Managing Holiday Overwhelm

Around October until the beginning of January, I like to think about it as the holiday gauntlet since there’s one holiday per month back to back. Personally I think of it as a great season of things to do (I’m also a sucker for holidays), but I know it can also be overwhelming as there are many things that people feel they have to or want to do. Some people enjoy the holidays and some people don’t, but whatever you feel it can be overwhelming in some way whether it's things you want to do or things you need to do or both.

How can we try to make the overwhelming things manageable for us in the holidays? Well here’s something you can try to help organize things and tackle them in a way to make it feel less overwhelming. 

  1. What are some holiday traditions and/or plans you want to celebrate? I think it's good to start with. Are there any holiday things you want to celebrate or do? Think about any traditions, parties, get togethers, festive things you want to do for yourself so you have an idea of what you want.

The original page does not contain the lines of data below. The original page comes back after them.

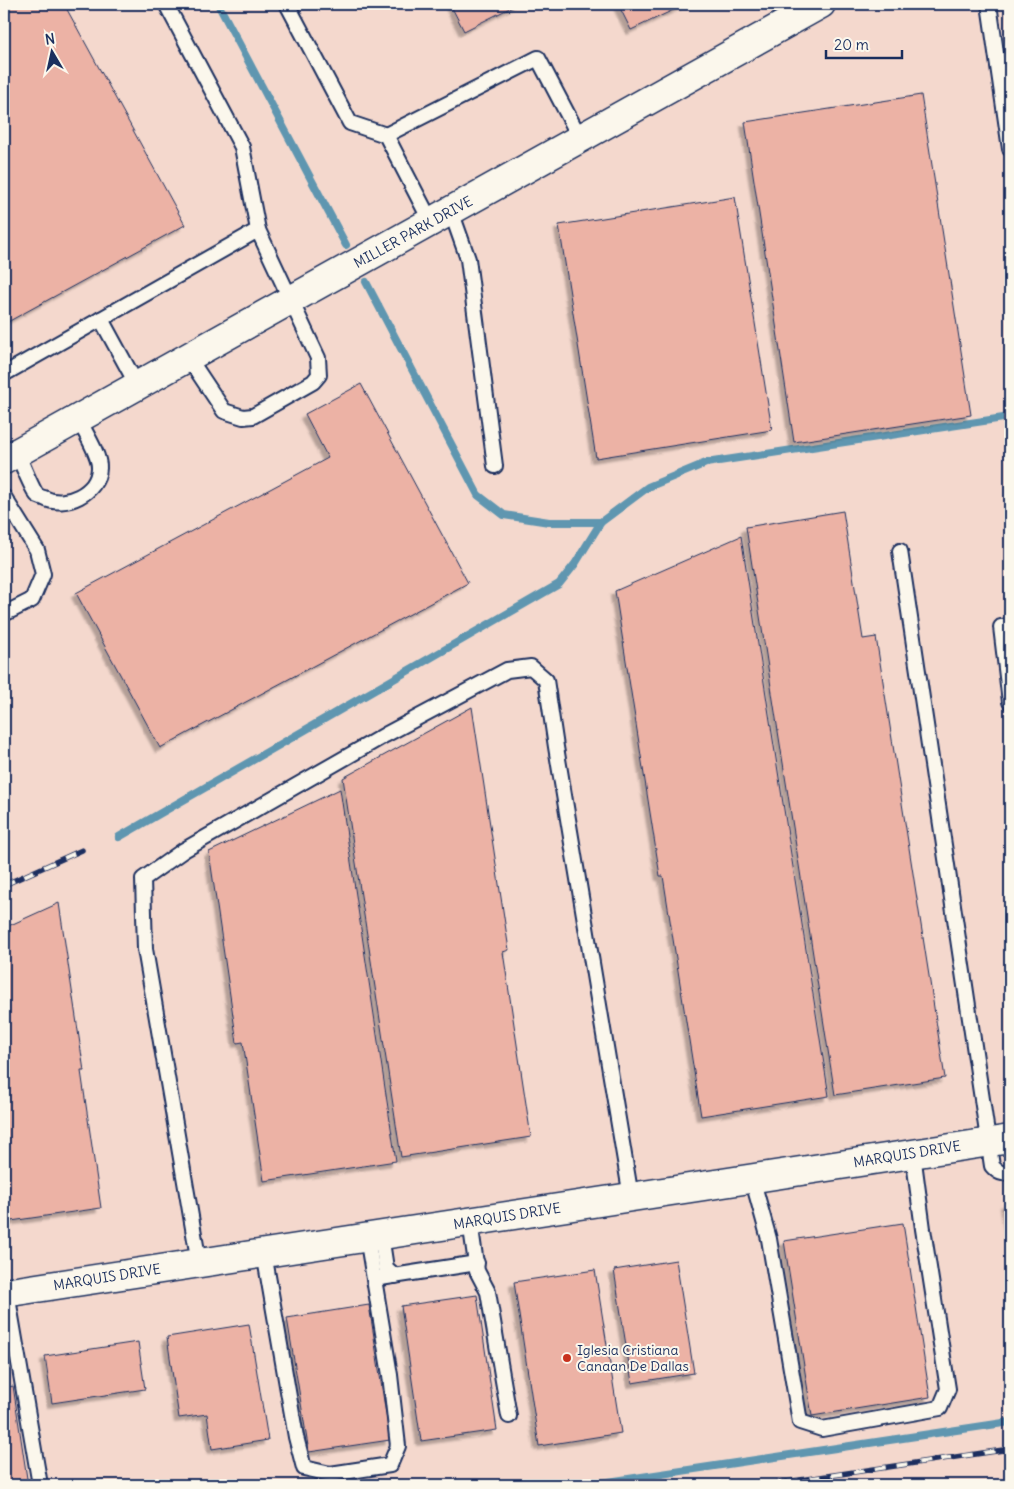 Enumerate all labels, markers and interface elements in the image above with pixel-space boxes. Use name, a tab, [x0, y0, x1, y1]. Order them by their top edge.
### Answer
north arrow	[28, 28, 78, 78]
scale bar	[826, 28, 903, 60]
text: N	[44, 30, 56, 49]
text: 20 m	[834, 35, 869, 54]
street label: MILLER PARK DRIVE	[350, 192, 476, 272]
street label: MARQUIS DRIVE	[852, 1137, 962, 1171]
street label: MARQUIS DRIVE	[452, 1199, 562, 1233]
street label: MARQUIS DRIVE	[52, 1260, 162, 1294]
place label: Iglesia Cristiana Canaan De Dallas	[577, 1341, 689, 1375]
marker: Iglesia Cristiana Canaan De Dallas	[561, 1352, 573, 1364]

  2. What are some holiday things  you feel obligated to do? Do you have any holiday obligations related to family that you feel you have to attend for family or partner. Do you have to do it and if so think about the ones you feel like are important for you to do and attend if any.

  3. Schedule in your plans. Try to fit in your plans with your schedule and remember to know your own limits. Make sure all your plans can fit in your time reasonably and with your spoons.

  4. Tackle things you need to do ONE AT A TIME. Remember even if you have a lot on your plate tackle things one at a time. Studies do show that multitasking may not be as effective as people believe since there is more room for error and it make you take more or same amount of time to finish doing something. If you also overload yourself you may experience burn out or being overwhelmed which was the issue you wanted to avoid in the first place. It’s ok to pick up something and do it or put it down to focus on something else and go back to it later.

  5. Ask for help if needed or can. Think about if you have friends, family members, partner or even your therapist you can help to help you in some way. Whether it be emotional support to do tasks or physical help or even help asking someone help organize or get you to be motivated. Help can come in many forms and from other people so don’t forget to utilize that!

  6. Be mindful of your own mental and physical capacity. Remember to know  your own limits and boundaries with yourself so you know if you have to set limits and boundaries with others. Even though you may want to do or help out as much as you can remember to be mindful of your capacity. Just because you want to do everything or fix everything doesn’t mean you always can.